■ **Task requirements**
Write the records out again, unchanged.

Stored data:
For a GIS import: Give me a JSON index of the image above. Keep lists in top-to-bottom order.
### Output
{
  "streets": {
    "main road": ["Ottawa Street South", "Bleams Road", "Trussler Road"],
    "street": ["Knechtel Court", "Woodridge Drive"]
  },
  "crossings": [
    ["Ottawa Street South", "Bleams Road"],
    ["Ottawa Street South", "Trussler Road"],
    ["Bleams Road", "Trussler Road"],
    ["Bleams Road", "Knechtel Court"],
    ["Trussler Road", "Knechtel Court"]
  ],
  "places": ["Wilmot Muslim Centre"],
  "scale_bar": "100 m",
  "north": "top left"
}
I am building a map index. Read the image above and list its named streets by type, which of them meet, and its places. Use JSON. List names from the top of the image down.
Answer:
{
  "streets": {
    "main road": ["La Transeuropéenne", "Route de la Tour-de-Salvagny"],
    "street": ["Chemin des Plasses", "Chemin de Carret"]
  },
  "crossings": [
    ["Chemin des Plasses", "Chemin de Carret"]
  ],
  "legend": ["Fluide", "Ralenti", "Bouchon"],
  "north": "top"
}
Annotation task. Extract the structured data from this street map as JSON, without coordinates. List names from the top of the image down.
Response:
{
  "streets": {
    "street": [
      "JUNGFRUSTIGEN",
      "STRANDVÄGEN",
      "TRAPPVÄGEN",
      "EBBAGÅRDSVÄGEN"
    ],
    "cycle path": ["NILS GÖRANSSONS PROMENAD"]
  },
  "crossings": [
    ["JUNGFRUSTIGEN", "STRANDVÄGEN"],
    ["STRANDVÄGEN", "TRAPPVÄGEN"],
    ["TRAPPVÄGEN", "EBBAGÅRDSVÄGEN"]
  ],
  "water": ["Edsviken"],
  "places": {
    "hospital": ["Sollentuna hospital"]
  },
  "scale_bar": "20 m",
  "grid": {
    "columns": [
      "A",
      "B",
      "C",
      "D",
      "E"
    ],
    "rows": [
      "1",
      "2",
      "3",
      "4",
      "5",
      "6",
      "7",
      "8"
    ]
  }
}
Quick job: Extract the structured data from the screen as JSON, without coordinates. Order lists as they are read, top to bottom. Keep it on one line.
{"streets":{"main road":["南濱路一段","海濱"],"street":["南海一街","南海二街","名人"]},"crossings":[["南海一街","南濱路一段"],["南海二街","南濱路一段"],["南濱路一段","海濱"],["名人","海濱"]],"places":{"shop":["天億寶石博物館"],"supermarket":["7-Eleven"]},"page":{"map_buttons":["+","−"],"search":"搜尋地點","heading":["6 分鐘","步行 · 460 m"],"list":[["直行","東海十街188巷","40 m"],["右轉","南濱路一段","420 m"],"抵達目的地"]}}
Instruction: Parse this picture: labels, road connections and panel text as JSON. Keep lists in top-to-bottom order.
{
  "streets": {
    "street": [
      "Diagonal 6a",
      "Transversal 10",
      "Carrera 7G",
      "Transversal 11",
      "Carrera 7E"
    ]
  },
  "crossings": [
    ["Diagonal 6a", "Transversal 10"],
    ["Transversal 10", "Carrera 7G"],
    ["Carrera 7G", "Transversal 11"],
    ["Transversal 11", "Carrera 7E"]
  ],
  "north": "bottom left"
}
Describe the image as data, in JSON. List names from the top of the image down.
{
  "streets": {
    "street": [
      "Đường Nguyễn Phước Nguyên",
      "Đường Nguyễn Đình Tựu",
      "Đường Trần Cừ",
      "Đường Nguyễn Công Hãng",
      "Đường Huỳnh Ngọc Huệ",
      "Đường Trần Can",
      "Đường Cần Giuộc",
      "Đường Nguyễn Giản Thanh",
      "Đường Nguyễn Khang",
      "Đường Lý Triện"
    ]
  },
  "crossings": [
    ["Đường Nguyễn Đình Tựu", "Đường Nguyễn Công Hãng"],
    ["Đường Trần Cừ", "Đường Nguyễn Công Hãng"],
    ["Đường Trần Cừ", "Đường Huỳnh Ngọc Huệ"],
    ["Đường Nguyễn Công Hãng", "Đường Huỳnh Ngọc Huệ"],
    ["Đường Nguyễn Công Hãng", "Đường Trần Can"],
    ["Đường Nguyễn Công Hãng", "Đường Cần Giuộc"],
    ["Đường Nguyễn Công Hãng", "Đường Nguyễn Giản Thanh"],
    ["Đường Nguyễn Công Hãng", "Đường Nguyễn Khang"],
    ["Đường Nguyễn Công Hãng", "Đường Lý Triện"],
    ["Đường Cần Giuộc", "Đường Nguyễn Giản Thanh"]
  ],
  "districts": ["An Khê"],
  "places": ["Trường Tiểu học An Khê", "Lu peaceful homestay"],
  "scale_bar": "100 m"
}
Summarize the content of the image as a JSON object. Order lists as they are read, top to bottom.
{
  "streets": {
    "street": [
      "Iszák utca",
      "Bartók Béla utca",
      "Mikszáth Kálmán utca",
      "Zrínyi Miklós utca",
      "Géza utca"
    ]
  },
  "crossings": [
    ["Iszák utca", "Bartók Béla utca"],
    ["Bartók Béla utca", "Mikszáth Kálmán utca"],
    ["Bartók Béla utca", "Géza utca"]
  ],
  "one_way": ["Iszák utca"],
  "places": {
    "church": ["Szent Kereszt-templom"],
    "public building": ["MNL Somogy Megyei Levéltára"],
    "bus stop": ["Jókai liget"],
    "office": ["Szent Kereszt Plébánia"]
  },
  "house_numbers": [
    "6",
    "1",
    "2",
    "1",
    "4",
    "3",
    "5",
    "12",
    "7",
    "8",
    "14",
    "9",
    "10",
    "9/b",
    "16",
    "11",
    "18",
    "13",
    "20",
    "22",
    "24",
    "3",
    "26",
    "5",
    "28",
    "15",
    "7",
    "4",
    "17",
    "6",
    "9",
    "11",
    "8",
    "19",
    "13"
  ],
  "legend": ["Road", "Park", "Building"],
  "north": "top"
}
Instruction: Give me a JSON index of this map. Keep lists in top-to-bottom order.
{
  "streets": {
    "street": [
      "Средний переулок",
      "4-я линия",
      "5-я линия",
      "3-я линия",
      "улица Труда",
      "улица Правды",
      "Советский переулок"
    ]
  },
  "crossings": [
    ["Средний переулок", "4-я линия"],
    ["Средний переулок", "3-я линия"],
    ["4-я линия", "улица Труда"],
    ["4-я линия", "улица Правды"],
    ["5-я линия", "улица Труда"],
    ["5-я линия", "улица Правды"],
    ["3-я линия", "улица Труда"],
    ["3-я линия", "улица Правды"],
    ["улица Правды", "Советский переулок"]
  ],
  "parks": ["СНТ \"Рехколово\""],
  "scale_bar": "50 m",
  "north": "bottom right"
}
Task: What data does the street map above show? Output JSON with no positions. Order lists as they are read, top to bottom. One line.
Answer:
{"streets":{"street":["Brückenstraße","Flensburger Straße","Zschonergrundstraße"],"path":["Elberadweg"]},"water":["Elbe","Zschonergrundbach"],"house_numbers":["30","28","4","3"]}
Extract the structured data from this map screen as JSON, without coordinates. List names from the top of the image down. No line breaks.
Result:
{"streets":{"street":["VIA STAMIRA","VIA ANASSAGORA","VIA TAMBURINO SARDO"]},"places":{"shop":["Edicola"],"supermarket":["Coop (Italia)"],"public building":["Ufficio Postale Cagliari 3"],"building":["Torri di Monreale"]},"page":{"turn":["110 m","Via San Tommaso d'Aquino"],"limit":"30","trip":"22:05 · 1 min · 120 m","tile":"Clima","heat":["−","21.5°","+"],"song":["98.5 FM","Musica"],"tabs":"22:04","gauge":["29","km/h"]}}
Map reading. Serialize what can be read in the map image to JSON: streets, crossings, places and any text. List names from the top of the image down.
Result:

■ **Solved problem**
For a GIS import: Give me a JSON index of the image above. Keep lists in top-to-bottom order.
### Output
{
  "streets": {
    "main road": ["Ottawa Street South", "Bleams Road", "Trussler Road"],
    "street": ["Knechtel Court", "Woodridge Drive"]
  },
  "crossings": [
    ["Ottawa Street South", "Bleams Road"],
    ["Ottawa Street South", "Trussler Road"],
    ["Bleams Road", "Trussler Road"],
    ["Bleams Road", "Knechtel Court"],
    ["Trussler Road", "Knechtel Court"]
  ],
  "places": ["Wilmot Muslim Centre"],
  "scale_bar": "100 m",
  "north": "top left"
}
I am building a map index. Read the image above and list its named streets by type, which of them meet, and its places. Use JSON. List names from the top of the image down.
Answer:
{
  "streets": {
    "main road": ["La Transeuropéenne", "Route de la Tour-de-Salvagny"],
    "street": ["Chemin des Plasses", "Chemin de Carret"]
  },
  "crossings": [
    ["Chemin des Plasses", "Chemin de Carret"]
  ],
  "legend": ["Fluide", "Ralenti", "Bouchon"],
  "north": "top"
}
Annotation task. Extract the structured data from this street map as JSON, without coordinates. List names from the top of the image down.
Response:
{
  "streets": {
    "street": [
      "JUNGFRUSTIGEN",
      "STRANDVÄGEN",
      "TRAPPVÄGEN",
      "EBBAGÅRDSVÄGEN"
    ],
    "cycle path": ["NILS GÖRANSSONS PROMENAD"]
  },
  "crossings": [
    ["JUNGFRUSTIGEN", "STRANDVÄGEN"],
    ["STRANDVÄGEN", "TRAPPVÄGEN"],
    ["TRAPPVÄGEN", "EBBAGÅRDSVÄGEN"]
  ],
  "water": ["Edsviken"],
  "places": {
    "hospital": ["Sollentuna hospital"]
  },
  "scale_bar": "20 m",
  "grid": {
    "columns": [
      "A",
      "B",
      "C",
      "D",
      "E"
    ],
    "rows": [
      "1",
      "2",
      "3",
      "4",
      "5",
      "6",
      "7",
      "8"
    ]
  }
}
Quick job: Extract the structured data from the screen as JSON, without coordinates. Order lists as they are read, top to bottom. Keep it on one line.
{"streets":{"main road":["南濱路一段","海濱"],"street":["南海一街","南海二街","名人"]},"crossings":[["南海一街","南濱路一段"],["南海二街","南濱路一段"],["南濱路一段","海濱"],["名人","海濱"]],"places":{"shop":["天億寶石博物館"],"supermarket":["7-Eleven"]},"page":{"map_buttons":["+","−"],"search":"搜尋地點","heading":["6 分鐘","步行 · 460 m"],"list":[["直行","東海十街188巷","40 m"],["右轉","南濱路一段","420 m"],"抵達目的地"]}}
Instruction: Parse this picture: labels, road connections and panel text as JSON. Keep lists in top-to-bottom order.
{
  "streets": {
    "street": [
      "Diagonal 6a",
      "Transversal 10",
      "Carrera 7G",
      "Transversal 11",
      "Carrera 7E"
    ]
  },
  "crossings": [
    ["Diagonal 6a", "Transversal 10"],
    ["Transversal 10", "Carrera 7G"],
    ["Carrera 7G", "Transversal 11"],
    ["Transversal 11", "Carrera 7E"]
  ],
  "north": "bottom left"
}
Describe the image as data, in JSON. List names from the top of the image down.
{
  "streets": {
    "street": [
      "Đường Nguyễn Phước Nguyên",
      "Đường Nguyễn Đình Tựu",
      "Đường Trần Cừ",
      "Đường Nguyễn Công Hãng",
      "Đường Huỳnh Ngọc Huệ",
      "Đường Trần Can",
      "Đường Cần Giuộc",
      "Đường Nguyễn Giản Thanh",
      "Đường Nguyễn Khang",
      "Đường Lý Triện"
    ]
  },
  "crossings": [
    ["Đường Nguyễn Đình Tựu", "Đường Nguyễn Công Hãng"],
    ["Đường Trần Cừ", "Đường Nguyễn Công Hãng"],
    ["Đường Trần Cừ", "Đường Huỳnh Ngọc Huệ"],
    ["Đường Nguyễn Công Hãng", "Đường Huỳnh Ngọc Huệ"],
    ["Đường Nguyễn Công Hãng", "Đường Trần Can"],
    ["Đường Nguyễn Công Hãng", "Đường Cần Giuộc"],
    ["Đường Nguyễn Công Hãng", "Đường Nguyễn Giản Thanh"],
    ["Đường Nguyễn Công Hãng", "Đường Nguyễn Khang"],
    ["Đường Nguyễn Công Hãng", "Đường Lý Triện"],
    ["Đường Cần Giuộc", "Đường Nguyễn Giản Thanh"]
  ],
  "districts": ["An Khê"],
  "places": ["Trường Tiểu học An Khê", "Lu peaceful homestay"],
  "scale_bar": "100 m"
}
Summarize the content of the image as a JSON object. Order lists as they are read, top to bottom.
{
  "streets": {
    "street": [
      "Iszák utca",
      "Bartók Béla utca",
      "Mikszáth Kálmán utca",
      "Zrínyi Miklós utca",
      "Géza utca"
    ]
  },
  "crossings": [
    ["Iszák utca", "Bartók Béla utca"],
    ["Bartók Béla utca", "Mikszáth Kálmán utca"],
    ["Bartók Béla utca", "Géza utca"]
  ],
  "one_way": ["Iszák utca"],
  "places": {
    "church": ["Szent Kereszt-templom"],
    "public building": ["MNL Somogy Megyei Levéltára"],
    "bus stop": ["Jókai liget"],
    "office": ["Szent Kereszt Plébánia"]
  },
  "house_numbers": [
    "6",
    "1",
    "2",
    "1",
    "4",
    "3",
    "5",
    "12",
    "7",
    "8",
    "14",
    "9",
    "10",
    "9/b",
    "16",
    "11",
    "18",
    "13",
    "20",
    "22",
    "24",
    "3",
    "26",
    "5",
    "28",
    "15",
    "7",
    "4",
    "17",
    "6",
    "9",
    "11",
    "8",
    "19",
    "13"
  ],
  "legend": ["Road", "Park", "Building"],
  "north": "top"
}
Instruction: Give me a JSON index of this map. Keep lists in top-to-bottom order.
{
  "streets": {
    "street": [
      "Средний переулок",
      "4-я линия",
      "5-я линия",
      "3-я линия",
      "улица Труда",
      "улица Правды",
      "Советский переулок"
    ]
  },
  "crossings": [
    ["Средний переулок", "4-я линия"],
    ["Средний переулок", "3-я линия"],
    ["4-я линия", "улица Труда"],
    ["4-я линия", "улица Правды"],
    ["5-я линия", "улица Труда"],
    ["5-я линия", "улица Правды"],
    ["3-я линия", "улица Труда"],
    ["3-я линия", "улица Правды"],
    ["улица Правды", "Советский переулок"]
  ],
  "parks": ["СНТ \"Рехколово\""],
  "scale_bar": "50 m",
  "north": "bottom right"
}
Task: What data does the street map above show? Output JSON with no positions. Order lists as they are read, top to bottom. One line.
Answer:
{"streets":{"street":["Brückenstraße","Flensburger Straße","Zschonergrundstraße"],"path":["Elberadweg"]},"water":["Elbe","Zschonergrundbach"],"house_numbers":["30","28","4","3"]}
Extract the structured data from this map screen as JSON, without coordinates. List names from the top of the image down. No line breaks.
Result:
{"streets":{"street":["VIA STAMIRA","VIA ANASSAGORA","VIA TAMBURINO SARDO"]},"places":{"shop":["Edicola"],"supermarket":["Coop (Italia)"],"public building":["Ufficio Postale Cagliari 3"],"building":["Torri di Monreale"]},"page":{"turn":["110 m","Via San Tommaso d'Aquino"],"limit":"30","trip":"22:05 · 1 min · 120 m","tile":"Clima","heat":["−","21.5°","+"],"song":["98.5 FM","Musica"],"tabs":"22:04","gauge":["29","km/h"]}}
Map reading. Serialize what can be read in the map image to JSON: streets, crossings, places and any text. List names from the top of the image down.
Result:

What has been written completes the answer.